### EXERCISE GOAL
Pictures excluded, return every entry exactly, please.

### AVAILABLE RECORDS
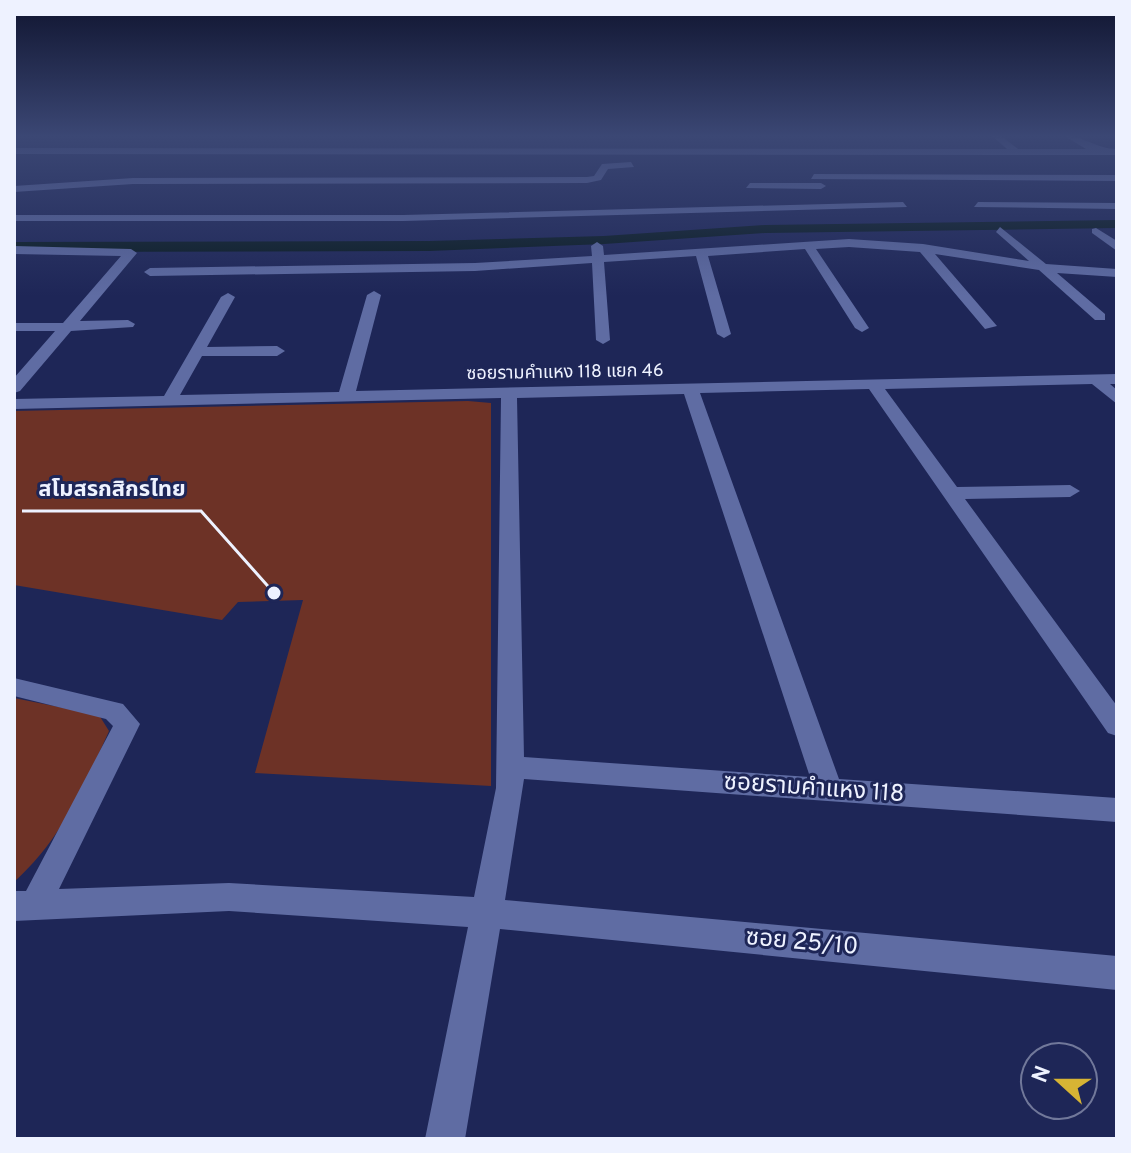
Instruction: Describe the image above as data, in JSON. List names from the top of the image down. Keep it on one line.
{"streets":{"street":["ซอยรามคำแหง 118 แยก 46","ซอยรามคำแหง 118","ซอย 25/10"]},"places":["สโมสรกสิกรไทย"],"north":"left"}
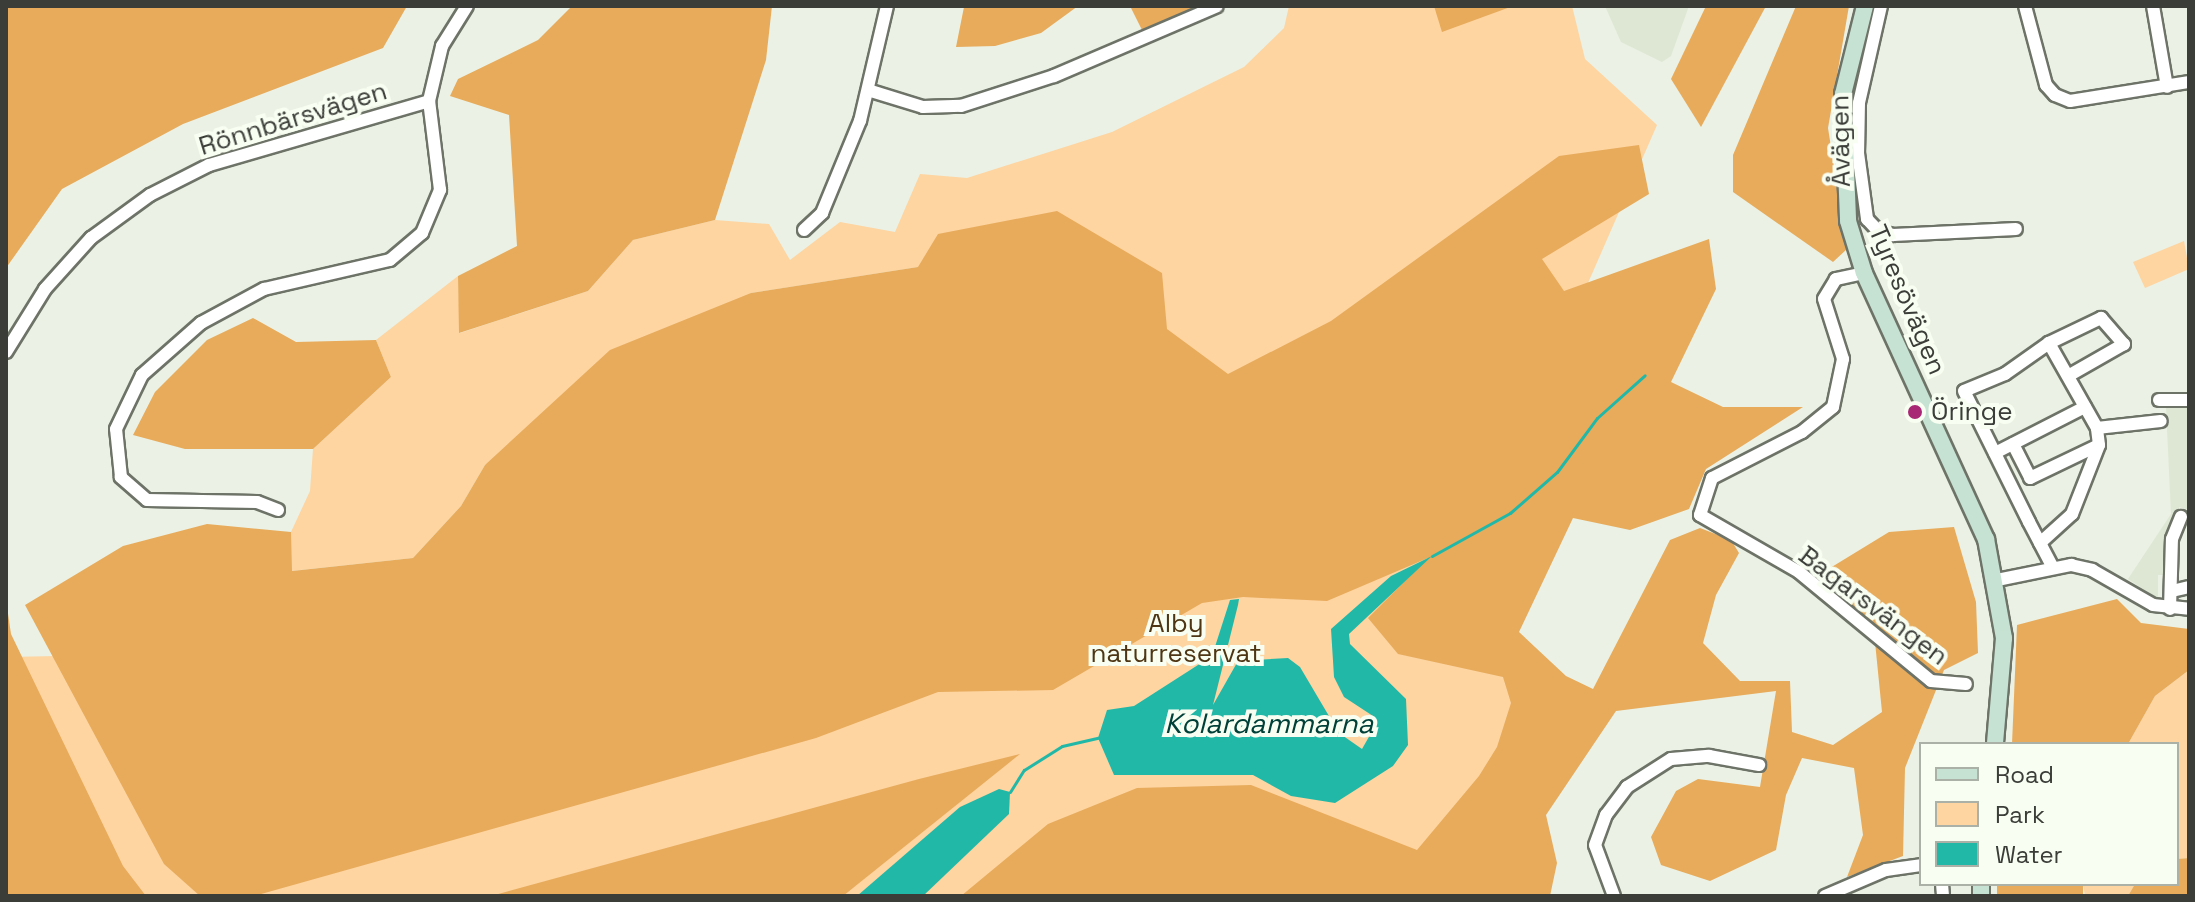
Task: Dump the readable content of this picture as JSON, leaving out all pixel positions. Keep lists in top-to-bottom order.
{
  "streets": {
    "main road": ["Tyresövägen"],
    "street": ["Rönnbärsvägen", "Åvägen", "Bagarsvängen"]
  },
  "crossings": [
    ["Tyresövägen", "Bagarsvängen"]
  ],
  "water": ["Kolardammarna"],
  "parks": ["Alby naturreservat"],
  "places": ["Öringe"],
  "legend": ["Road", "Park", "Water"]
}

### RESPONSE
Instruction: Describe the image above as data, in JSON. List names from the top of the image down. Keep it on one line.
{"streets":{"street":["ซอยรามคำแหง 118 แยก 46","ซอยรามคำแหง 118","ซอย 25/10"]},"places":["สโมสรกสิกรไทย"],"north":"left"}
Task: Dump the readable content of this picture as JSON, leaving out all pixel positions. Keep lists in top-to-bottom order.
{
  "streets": {
    "main road": ["Tyresövägen"],
    "street": ["Rönnbärsvägen", "Åvägen", "Bagarsvängen"]
  },
  "crossings": [
    ["Tyresövägen", "Bagarsvängen"]
  ],
  "water": ["Kolardammarna"],
  "parks": ["Alby naturreservat"],
  "places": ["Öringe"],
  "legend": ["Road", "Park", "Water"]
}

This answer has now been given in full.